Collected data

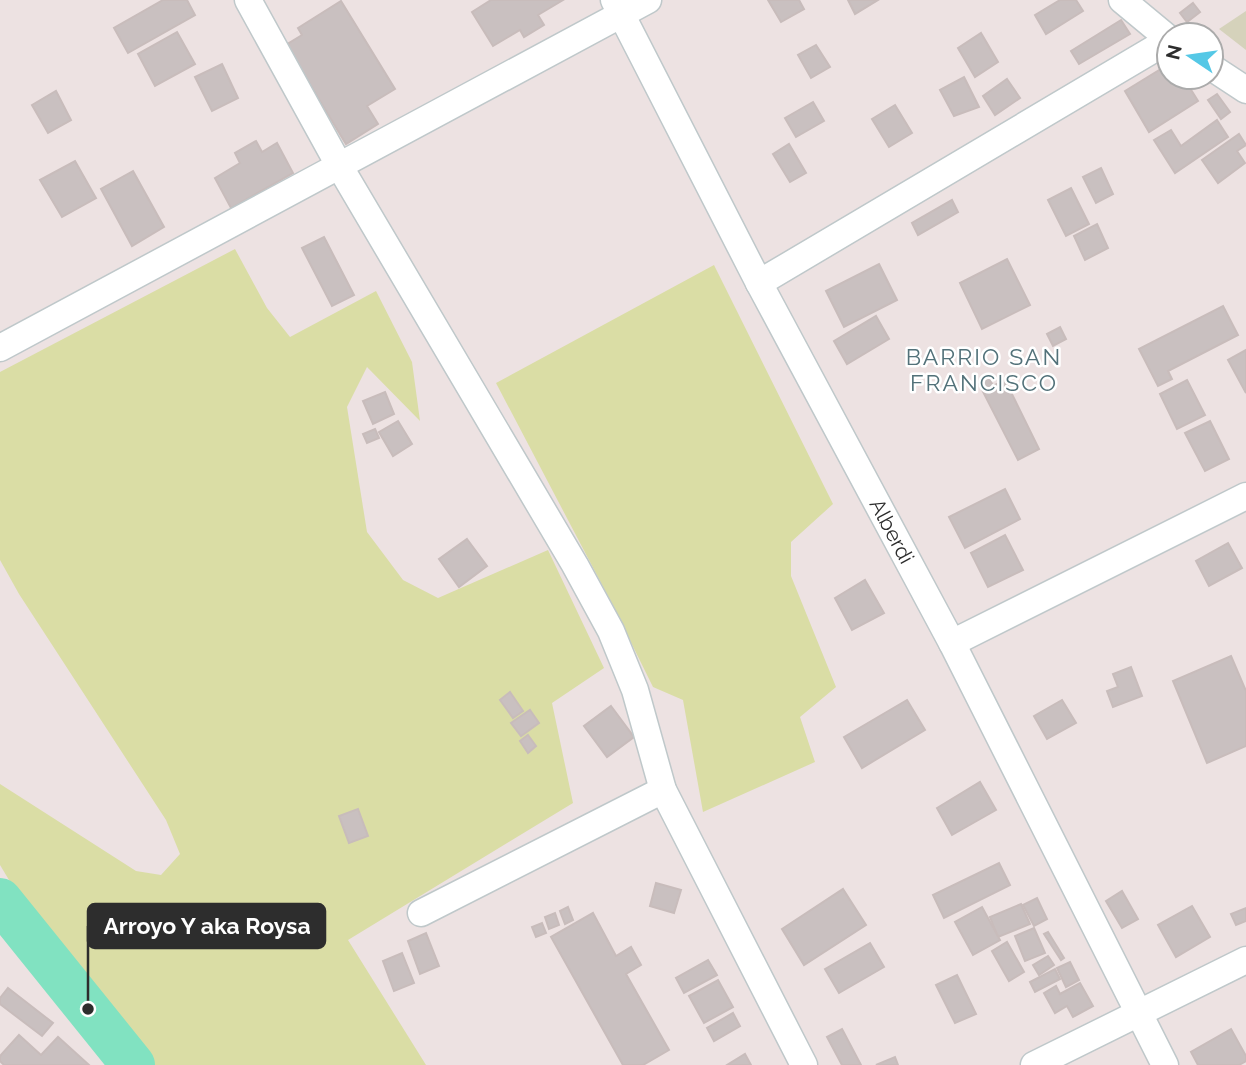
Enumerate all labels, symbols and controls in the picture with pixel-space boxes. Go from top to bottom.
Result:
north arrow [1155,21,1225,91]
text: N [1161,43,1186,62]
district label: BARRIO SAN FRANCISCO [906,343,1062,396]
street label: Alberdi [865,494,919,568]
callout: Arroyo Y aka Roysa [88,904,325,948]
text: Arroyo Y aka Roysa [103,912,311,939]

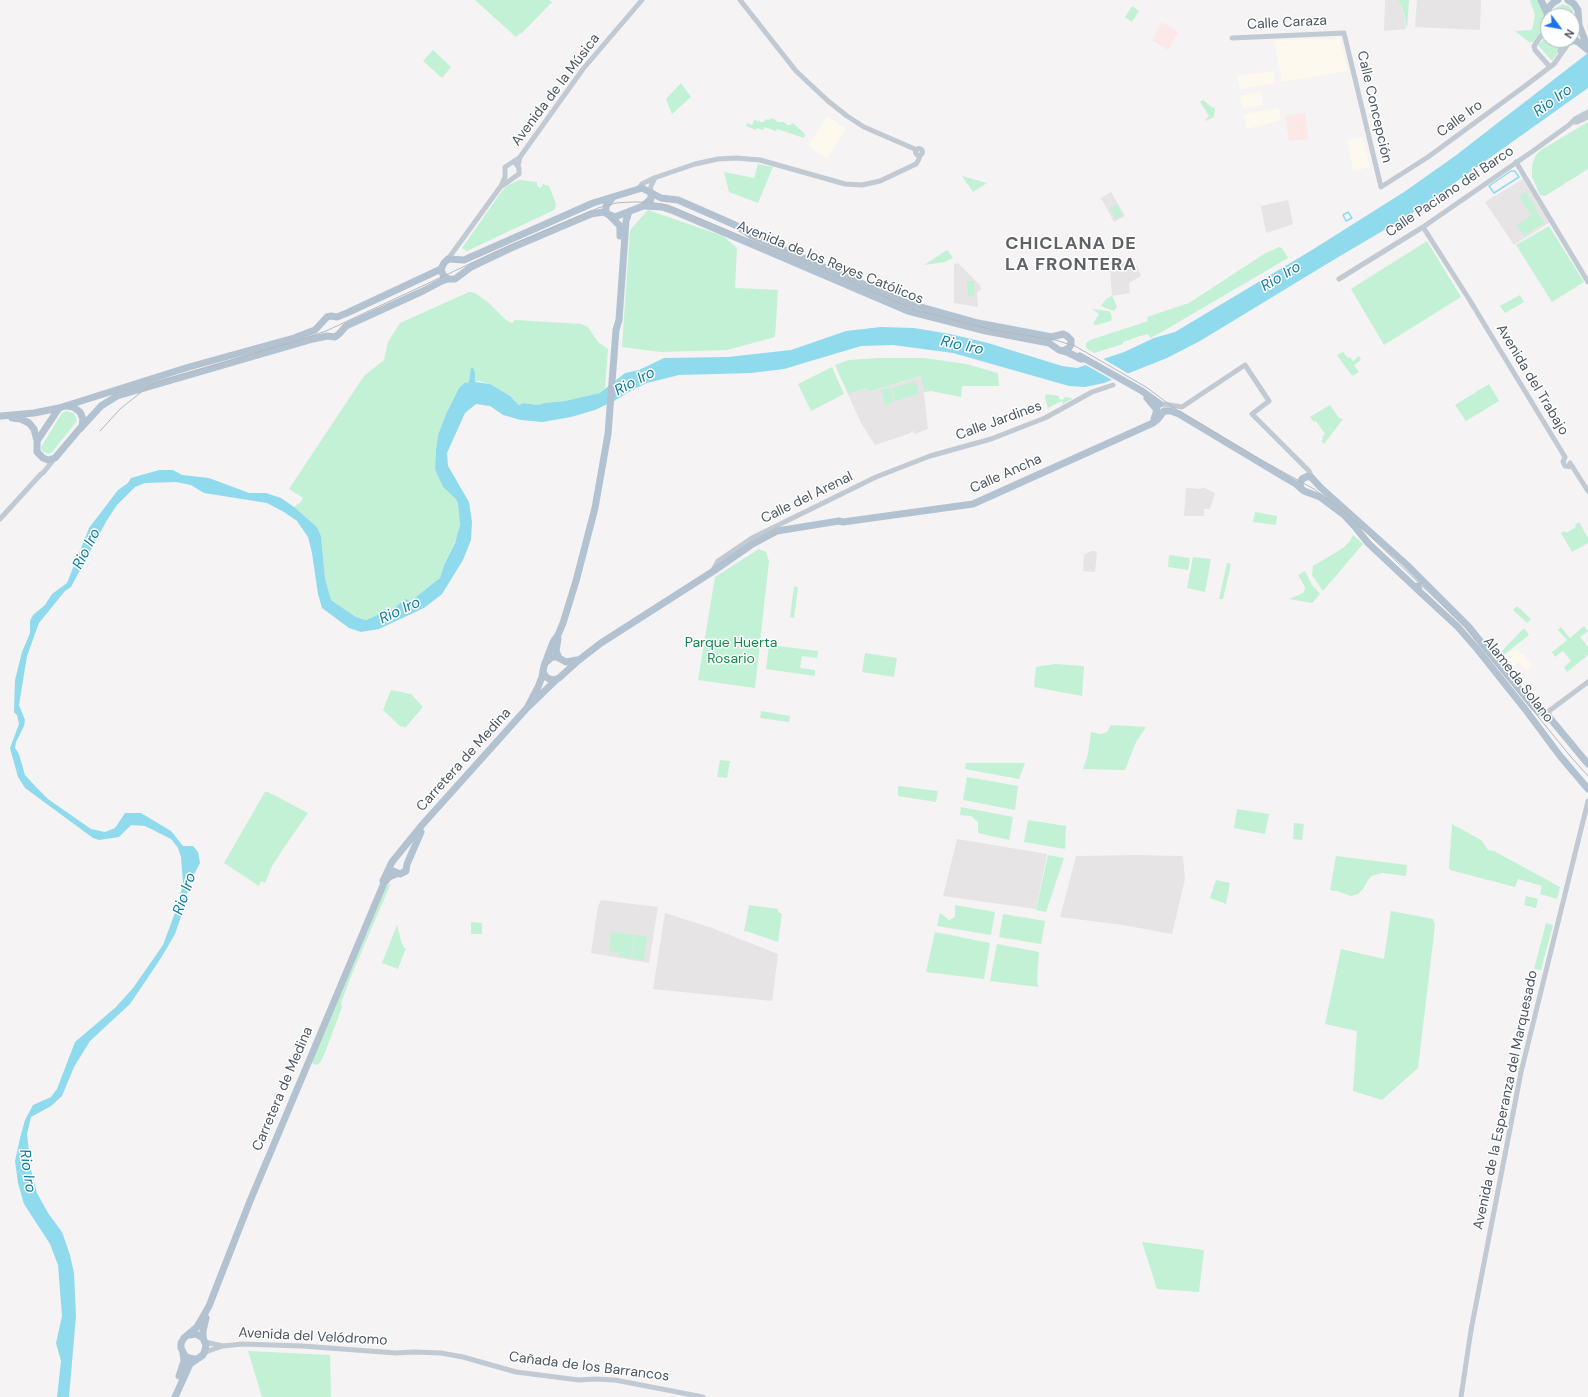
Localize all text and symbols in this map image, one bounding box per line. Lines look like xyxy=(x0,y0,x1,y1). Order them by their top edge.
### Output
north arrow xyxy=(1540,8,1580,48)
street label: Calle Caraza xyxy=(1247,13,1327,33)
text: N xyxy=(1561,27,1577,41)
street label: Avenida de la Música xyxy=(508,31,604,149)
street label: Calle Concepción xyxy=(1353,49,1395,165)
water label: Rio Iro xyxy=(1530,81,1576,121)
street label: Calle Iro xyxy=(1434,97,1486,141)
street label: Calle Paciano del Barco xyxy=(1383,143,1517,241)
street label: Avenida de los Reyes Católicos xyxy=(734,218,926,308)
district label: CHICLANA DE LA FRONTERA xyxy=(1005,233,1137,276)
water label: Rio Iro xyxy=(1258,258,1304,296)
street label: Avenida del Trabajo xyxy=(1492,321,1572,439)
water label: Rio Iro xyxy=(939,333,985,359)
water label: Rio Iro xyxy=(612,364,658,400)
street label: Calle Jardines xyxy=(954,398,1044,444)
street label: Calle Ancha xyxy=(968,451,1044,497)
street label: Calle del Arenal xyxy=(758,469,856,527)
water label: Rio Iro xyxy=(69,526,105,572)
water label: Rio Iro xyxy=(377,594,423,628)
street label: Alameda Solano xyxy=(1479,634,1557,726)
park label: Parque Huerta Rosario xyxy=(685,635,777,668)
street label: Carretera de Medina xyxy=(413,705,515,815)
water label: Rio Iro xyxy=(169,871,201,917)
street label: Avenida de la Esperanza del Marquesado xyxy=(1470,969,1542,1231)
street label: Carretera de Medina xyxy=(249,1024,317,1154)
water label: Rio Iro xyxy=(15,1148,39,1194)
street label: Avenida del Velódromo xyxy=(238,1325,388,1349)
street label: Cañada de los Barrancos xyxy=(508,1349,670,1385)

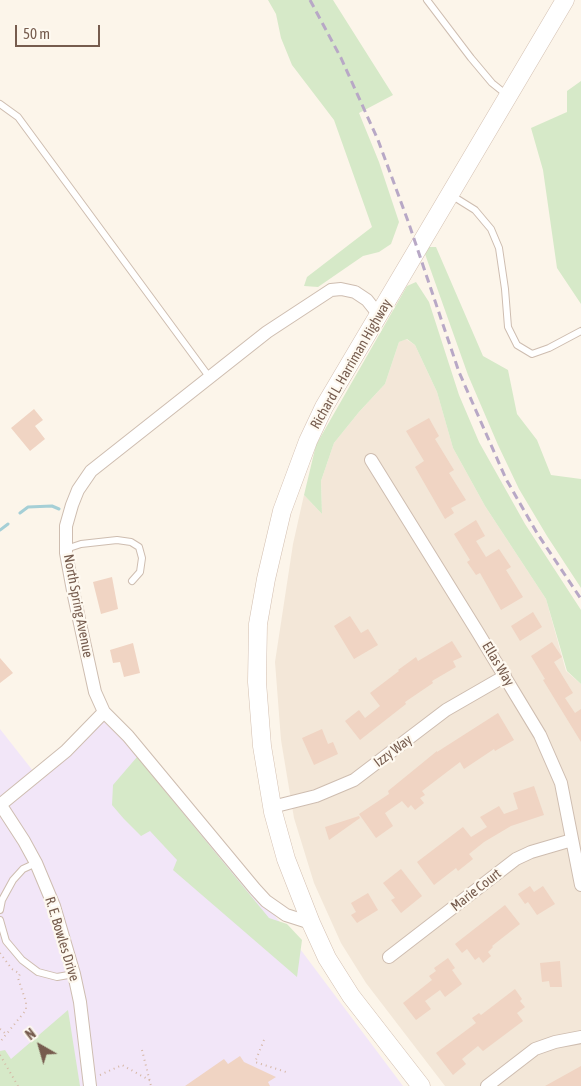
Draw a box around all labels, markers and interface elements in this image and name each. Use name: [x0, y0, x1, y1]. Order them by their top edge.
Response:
scale bar: [18, 15, 102, 47]
text: 50 m: [23, 25, 50, 42]
street label: Richard L. Harriman Highway: [307, 296, 395, 432]
street label: North Spring Avenue: [60, 553, 96, 659]
street label: Ellas Way: [478, 639, 518, 689]
street label: Izzy Way: [371, 731, 415, 771]
street label: Marie Court: [448, 865, 504, 915]
street label: R. E. Bowles Drive: [41, 895, 83, 983]
north arrow: [15, 1021, 65, 1071]
text: N: [23, 1025, 39, 1043]

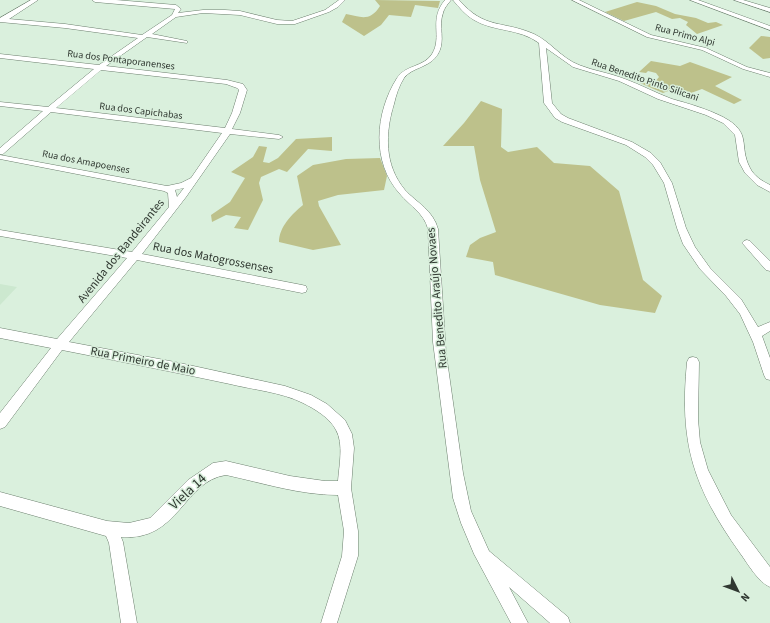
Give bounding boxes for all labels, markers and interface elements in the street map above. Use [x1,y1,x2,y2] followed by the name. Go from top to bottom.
[654,20,716,50] street label: Rua Primo Alpi
[66,46,176,74] street label: Rua dos Pontaporanenses
[589,55,701,105] street label: Rua Benedito Pinto Silicani
[99,99,183,123] street label: Rua dos Capichabas
[41,147,131,177] street label: Rua dos Amapoenses
[74,195,168,307] street label: Avenida dos Bandeirantes
[422,227,452,369] street label: Rua Benedito Araújo Novaes
[151,238,275,278] street label: Rua dos Matogrossenses
[89,342,197,380] street label: Rua Primeiro de Maio
[165,469,211,515] street label: Viela 14
[718,571,758,611] north arrow
[737,590,753,605] text: N

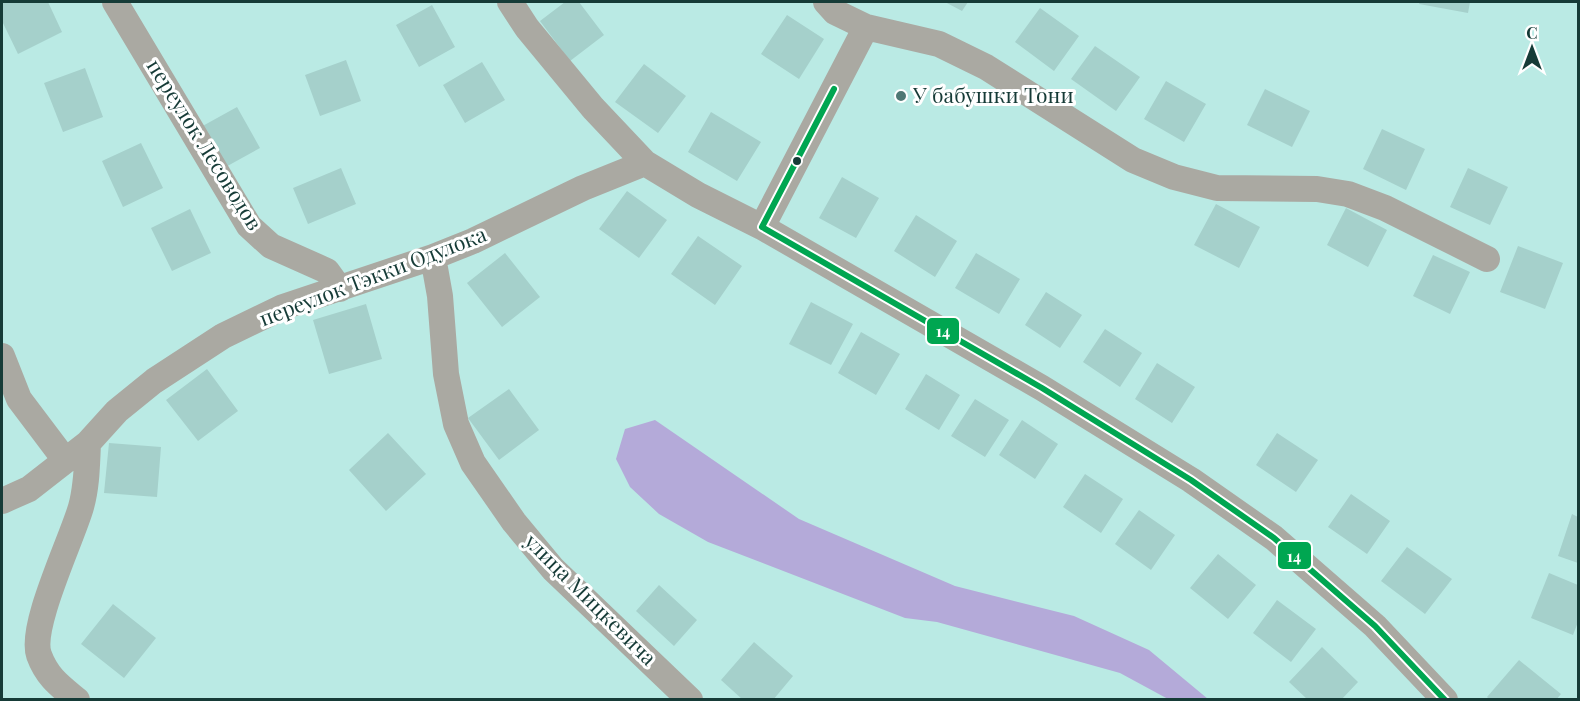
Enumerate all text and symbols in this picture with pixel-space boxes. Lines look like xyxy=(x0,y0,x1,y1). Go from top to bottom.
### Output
north arrow xyxy=(1502,18,1562,78)
text: С xyxy=(1526,22,1538,43)
street label: переулок Лесоводов xyxy=(142,53,270,235)
place label: У бабушки Тони xyxy=(912,80,1074,108)
marker: У бабушки Тони xyxy=(894,89,908,103)
unlabelled marker xyxy=(791,155,803,167)
street label: переулок Тэкки Одулока xyxy=(255,219,490,331)
line badge: 14 xyxy=(926,317,960,345)
text: 14 xyxy=(936,320,950,341)
street label: улица Мицкевича xyxy=(519,526,664,671)
line badge: 14 xyxy=(1277,541,1312,570)
text: 14 xyxy=(1287,545,1301,566)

• Activity
Above are the entries; copy every line among them that contains the word "like".

• Answer box
Localize all text and symbols in this map image, one bounding box per line. Lines look like xyxy=(x0,y0,x1,y1). Order them by their top edge.
Enumerate all text and symbols in this picture with pixel-space boxes. Lines look like xyxy=(x0,y0,x1,y1). Go from top to bottom.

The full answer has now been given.